• **TASK DIRECTIONS**
When the line containing "way · 190 m</p></div>" is found in the data below, copy it and each line after it through the line containing "<li><i></i>Delivered</li>", exactly and with no others.

**********

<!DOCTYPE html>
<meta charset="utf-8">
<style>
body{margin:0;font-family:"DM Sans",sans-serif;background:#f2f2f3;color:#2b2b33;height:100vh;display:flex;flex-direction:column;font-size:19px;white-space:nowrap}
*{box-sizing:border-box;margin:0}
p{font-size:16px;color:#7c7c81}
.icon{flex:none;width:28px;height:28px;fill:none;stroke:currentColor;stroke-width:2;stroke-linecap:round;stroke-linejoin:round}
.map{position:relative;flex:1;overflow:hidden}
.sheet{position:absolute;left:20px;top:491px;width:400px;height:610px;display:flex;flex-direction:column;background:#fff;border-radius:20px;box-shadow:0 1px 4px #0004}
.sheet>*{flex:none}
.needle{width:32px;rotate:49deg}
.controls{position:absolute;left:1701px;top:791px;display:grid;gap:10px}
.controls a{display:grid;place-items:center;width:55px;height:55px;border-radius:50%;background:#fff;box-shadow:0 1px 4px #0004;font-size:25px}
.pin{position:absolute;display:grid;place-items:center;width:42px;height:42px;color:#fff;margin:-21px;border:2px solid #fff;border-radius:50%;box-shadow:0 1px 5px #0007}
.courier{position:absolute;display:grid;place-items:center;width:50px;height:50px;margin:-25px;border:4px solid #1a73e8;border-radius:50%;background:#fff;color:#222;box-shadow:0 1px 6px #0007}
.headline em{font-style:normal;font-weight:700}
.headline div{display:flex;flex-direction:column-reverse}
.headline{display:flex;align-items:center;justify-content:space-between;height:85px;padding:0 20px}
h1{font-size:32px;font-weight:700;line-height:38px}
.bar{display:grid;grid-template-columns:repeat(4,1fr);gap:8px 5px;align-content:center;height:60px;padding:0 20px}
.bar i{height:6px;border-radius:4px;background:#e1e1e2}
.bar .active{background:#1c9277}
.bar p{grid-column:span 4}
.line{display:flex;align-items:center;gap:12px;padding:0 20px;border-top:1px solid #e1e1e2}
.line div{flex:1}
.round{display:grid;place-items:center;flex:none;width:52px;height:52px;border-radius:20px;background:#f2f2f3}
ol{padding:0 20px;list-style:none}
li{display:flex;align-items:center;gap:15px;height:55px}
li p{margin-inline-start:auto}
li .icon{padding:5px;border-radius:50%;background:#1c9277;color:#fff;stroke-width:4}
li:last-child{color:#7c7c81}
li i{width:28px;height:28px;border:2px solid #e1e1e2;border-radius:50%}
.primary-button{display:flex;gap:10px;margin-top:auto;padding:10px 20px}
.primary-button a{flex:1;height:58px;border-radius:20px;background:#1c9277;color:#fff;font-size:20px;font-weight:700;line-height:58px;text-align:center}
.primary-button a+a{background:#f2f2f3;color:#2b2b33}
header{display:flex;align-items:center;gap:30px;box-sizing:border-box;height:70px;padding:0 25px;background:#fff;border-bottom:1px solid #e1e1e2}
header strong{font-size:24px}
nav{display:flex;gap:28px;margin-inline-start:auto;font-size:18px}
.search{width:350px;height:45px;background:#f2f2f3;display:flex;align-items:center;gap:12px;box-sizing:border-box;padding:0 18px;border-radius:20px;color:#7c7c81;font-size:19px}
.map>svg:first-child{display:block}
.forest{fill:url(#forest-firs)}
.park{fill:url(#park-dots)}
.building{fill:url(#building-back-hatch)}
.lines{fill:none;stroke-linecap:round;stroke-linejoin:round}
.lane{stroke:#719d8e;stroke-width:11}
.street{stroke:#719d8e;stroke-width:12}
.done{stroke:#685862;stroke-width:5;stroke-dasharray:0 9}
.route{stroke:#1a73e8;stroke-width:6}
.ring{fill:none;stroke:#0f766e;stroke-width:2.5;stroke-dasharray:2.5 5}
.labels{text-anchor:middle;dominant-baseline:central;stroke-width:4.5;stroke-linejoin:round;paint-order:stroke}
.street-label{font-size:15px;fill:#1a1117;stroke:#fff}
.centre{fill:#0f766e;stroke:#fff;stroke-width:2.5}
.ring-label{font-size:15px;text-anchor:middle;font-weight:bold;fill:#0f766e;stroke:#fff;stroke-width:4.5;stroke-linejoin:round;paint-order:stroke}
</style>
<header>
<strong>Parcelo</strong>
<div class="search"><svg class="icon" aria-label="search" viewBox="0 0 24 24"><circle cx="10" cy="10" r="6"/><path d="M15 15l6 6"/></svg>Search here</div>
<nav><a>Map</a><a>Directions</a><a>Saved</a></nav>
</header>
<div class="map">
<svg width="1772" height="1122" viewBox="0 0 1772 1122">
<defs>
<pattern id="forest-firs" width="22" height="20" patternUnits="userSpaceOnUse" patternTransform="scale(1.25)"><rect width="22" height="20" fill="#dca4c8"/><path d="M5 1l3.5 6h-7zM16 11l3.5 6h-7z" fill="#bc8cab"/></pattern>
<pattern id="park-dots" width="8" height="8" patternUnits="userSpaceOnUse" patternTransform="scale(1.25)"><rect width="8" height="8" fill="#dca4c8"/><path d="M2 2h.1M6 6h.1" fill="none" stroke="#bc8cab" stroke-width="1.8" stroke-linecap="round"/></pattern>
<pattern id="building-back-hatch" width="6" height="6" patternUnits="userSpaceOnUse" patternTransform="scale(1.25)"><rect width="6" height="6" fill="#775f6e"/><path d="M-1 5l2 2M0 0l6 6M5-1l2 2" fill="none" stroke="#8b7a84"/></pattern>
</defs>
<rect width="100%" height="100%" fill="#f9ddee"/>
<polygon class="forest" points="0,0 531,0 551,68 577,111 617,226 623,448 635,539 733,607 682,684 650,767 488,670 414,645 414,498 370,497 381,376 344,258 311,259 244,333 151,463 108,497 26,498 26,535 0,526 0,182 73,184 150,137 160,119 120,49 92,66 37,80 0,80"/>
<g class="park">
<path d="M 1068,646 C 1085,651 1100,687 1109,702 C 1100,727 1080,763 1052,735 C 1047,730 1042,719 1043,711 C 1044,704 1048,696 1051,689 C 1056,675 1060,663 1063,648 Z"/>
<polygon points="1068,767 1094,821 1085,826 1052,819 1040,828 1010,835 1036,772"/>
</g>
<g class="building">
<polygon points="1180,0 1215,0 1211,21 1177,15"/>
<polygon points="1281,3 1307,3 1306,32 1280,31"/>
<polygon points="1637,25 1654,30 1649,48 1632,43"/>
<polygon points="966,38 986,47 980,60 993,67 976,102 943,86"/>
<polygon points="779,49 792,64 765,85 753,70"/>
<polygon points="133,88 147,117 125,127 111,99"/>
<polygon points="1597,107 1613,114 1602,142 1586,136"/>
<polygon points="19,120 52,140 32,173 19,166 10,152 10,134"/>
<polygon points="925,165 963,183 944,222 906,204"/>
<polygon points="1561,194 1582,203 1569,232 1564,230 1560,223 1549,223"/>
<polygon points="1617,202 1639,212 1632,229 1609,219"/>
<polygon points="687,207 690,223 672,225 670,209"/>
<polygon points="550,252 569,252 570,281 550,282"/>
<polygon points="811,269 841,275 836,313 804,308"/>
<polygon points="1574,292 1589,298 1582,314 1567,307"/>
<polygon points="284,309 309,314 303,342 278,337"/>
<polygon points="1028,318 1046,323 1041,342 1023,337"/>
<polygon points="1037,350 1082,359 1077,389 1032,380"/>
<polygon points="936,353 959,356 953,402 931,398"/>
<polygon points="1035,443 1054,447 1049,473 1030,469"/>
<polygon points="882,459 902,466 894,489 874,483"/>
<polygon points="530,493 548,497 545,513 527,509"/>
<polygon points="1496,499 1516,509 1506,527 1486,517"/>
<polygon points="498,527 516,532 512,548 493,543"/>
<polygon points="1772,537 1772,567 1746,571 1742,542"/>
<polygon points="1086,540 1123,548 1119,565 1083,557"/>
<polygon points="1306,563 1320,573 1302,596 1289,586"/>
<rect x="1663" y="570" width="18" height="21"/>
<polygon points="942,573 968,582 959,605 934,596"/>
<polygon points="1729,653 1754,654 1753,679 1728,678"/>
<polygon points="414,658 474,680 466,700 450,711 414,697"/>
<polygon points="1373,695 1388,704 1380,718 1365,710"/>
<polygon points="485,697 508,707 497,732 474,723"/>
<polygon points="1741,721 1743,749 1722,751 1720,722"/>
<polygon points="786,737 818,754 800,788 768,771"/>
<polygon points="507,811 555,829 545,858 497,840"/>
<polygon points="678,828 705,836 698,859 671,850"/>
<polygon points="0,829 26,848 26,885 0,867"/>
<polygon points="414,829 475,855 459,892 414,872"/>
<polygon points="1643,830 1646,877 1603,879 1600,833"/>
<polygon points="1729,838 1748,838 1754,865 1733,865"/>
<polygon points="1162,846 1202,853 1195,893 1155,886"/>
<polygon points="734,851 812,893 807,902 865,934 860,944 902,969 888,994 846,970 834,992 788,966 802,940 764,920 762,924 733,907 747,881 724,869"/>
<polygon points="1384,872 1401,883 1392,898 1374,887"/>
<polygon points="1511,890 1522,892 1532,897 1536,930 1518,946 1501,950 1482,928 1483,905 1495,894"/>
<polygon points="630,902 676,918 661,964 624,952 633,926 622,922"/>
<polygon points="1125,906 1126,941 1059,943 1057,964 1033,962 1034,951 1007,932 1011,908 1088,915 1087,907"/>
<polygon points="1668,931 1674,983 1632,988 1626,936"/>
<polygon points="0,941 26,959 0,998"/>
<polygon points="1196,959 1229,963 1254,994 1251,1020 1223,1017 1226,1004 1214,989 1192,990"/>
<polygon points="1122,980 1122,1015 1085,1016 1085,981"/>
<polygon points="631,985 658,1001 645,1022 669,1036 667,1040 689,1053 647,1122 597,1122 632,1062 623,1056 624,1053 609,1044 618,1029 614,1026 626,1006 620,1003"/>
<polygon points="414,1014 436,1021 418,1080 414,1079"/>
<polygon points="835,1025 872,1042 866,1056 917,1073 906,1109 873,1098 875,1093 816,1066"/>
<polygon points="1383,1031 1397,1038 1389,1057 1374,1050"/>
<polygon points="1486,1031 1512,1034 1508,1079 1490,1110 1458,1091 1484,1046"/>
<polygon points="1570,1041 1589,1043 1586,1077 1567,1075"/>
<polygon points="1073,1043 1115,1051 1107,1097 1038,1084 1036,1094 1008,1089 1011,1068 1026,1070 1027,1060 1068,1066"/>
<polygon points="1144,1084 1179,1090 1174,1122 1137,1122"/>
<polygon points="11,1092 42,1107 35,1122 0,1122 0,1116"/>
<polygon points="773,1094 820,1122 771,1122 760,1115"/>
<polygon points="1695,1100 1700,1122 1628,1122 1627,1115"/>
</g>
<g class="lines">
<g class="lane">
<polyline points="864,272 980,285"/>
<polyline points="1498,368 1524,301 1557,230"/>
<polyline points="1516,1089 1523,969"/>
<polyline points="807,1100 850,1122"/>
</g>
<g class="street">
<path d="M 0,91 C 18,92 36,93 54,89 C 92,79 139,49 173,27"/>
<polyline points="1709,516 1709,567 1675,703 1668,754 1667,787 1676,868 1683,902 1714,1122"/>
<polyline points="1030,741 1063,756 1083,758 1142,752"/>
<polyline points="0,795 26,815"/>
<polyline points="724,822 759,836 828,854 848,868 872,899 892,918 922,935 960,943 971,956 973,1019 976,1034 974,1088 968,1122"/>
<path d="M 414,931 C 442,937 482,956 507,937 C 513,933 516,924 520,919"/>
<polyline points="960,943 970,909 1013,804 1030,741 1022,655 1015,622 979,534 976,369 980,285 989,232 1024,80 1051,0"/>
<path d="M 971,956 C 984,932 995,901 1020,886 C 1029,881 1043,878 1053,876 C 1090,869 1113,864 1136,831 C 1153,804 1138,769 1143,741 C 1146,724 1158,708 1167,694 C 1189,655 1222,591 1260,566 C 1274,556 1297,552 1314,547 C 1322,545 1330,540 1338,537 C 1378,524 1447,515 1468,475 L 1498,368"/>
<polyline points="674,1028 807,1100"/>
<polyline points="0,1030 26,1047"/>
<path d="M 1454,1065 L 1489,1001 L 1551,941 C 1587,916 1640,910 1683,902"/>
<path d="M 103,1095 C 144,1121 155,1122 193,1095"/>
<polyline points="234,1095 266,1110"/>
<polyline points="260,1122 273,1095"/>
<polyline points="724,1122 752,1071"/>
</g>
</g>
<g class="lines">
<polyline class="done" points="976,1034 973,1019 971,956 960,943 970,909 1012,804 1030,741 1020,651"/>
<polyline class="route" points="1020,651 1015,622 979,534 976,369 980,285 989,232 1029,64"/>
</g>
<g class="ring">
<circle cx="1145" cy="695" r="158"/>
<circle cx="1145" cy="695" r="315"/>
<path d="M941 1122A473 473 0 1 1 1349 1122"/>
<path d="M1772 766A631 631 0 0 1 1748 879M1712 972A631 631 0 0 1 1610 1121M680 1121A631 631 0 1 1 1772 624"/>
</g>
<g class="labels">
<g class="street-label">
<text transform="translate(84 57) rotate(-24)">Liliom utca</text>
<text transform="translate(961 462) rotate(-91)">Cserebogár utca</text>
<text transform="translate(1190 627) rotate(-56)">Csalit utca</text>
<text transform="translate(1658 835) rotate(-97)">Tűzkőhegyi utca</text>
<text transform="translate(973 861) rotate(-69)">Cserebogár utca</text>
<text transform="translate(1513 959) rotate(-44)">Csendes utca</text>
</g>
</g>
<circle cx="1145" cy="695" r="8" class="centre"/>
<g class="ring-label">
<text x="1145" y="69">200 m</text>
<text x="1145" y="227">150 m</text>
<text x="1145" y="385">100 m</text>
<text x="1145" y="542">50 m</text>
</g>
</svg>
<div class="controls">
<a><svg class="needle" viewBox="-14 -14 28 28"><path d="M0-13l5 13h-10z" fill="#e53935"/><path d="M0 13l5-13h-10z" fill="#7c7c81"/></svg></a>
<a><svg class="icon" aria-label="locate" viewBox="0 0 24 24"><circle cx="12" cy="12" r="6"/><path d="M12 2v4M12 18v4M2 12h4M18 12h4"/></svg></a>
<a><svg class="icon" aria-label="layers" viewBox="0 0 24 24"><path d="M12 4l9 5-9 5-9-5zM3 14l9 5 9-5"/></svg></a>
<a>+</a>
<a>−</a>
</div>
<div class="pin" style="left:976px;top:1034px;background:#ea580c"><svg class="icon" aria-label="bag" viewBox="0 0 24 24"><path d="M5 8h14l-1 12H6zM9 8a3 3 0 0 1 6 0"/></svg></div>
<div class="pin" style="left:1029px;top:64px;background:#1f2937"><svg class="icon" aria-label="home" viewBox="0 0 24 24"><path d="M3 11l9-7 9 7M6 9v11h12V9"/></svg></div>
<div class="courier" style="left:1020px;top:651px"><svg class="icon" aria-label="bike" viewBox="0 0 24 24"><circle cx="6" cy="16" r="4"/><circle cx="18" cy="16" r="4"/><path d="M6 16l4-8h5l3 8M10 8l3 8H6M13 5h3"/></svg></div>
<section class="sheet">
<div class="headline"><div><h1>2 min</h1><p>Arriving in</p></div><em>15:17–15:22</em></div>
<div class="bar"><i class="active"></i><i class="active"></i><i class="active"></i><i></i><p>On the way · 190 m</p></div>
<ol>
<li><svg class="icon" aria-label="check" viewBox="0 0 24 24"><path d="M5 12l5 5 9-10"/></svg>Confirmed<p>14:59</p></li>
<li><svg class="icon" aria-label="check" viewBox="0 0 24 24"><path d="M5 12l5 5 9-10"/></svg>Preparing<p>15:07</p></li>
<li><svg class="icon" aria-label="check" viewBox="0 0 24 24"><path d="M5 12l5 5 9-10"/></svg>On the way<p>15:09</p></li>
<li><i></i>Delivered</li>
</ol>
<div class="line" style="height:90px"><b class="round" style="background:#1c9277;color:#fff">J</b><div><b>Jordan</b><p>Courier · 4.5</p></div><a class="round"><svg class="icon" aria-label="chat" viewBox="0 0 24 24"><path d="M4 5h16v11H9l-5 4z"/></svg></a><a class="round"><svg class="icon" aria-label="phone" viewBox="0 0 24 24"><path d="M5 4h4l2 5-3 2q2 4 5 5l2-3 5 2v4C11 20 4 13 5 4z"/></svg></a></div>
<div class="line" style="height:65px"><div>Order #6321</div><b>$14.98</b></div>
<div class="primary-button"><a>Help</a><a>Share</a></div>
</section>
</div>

**********

• **RESULT FOR THIS EXERCISE**
<div class="bar"><i class="active"></i><i class="active"></i><i class="active"></i><i></i><p>On the way · 190 m</p></div>
<ol>
<li><svg class="icon" aria-label="check" viewBox="0 0 24 24"><path d="M5 12l5 5 9-10"/></svg>Confirmed<p>14:59</p></li>
<li><svg class="icon" aria-label="check" viewBox="0 0 24 24"><path d="M5 12l5 5 9-10"/></svg>Preparing<p>15:07</p></li>
<li><svg class="icon" aria-label="check" viewBox="0 0 24 24"><path d="M5 12l5 5 9-10"/></svg>On the way<p>15:09</p></li>
<li><i></i>Delivered</li>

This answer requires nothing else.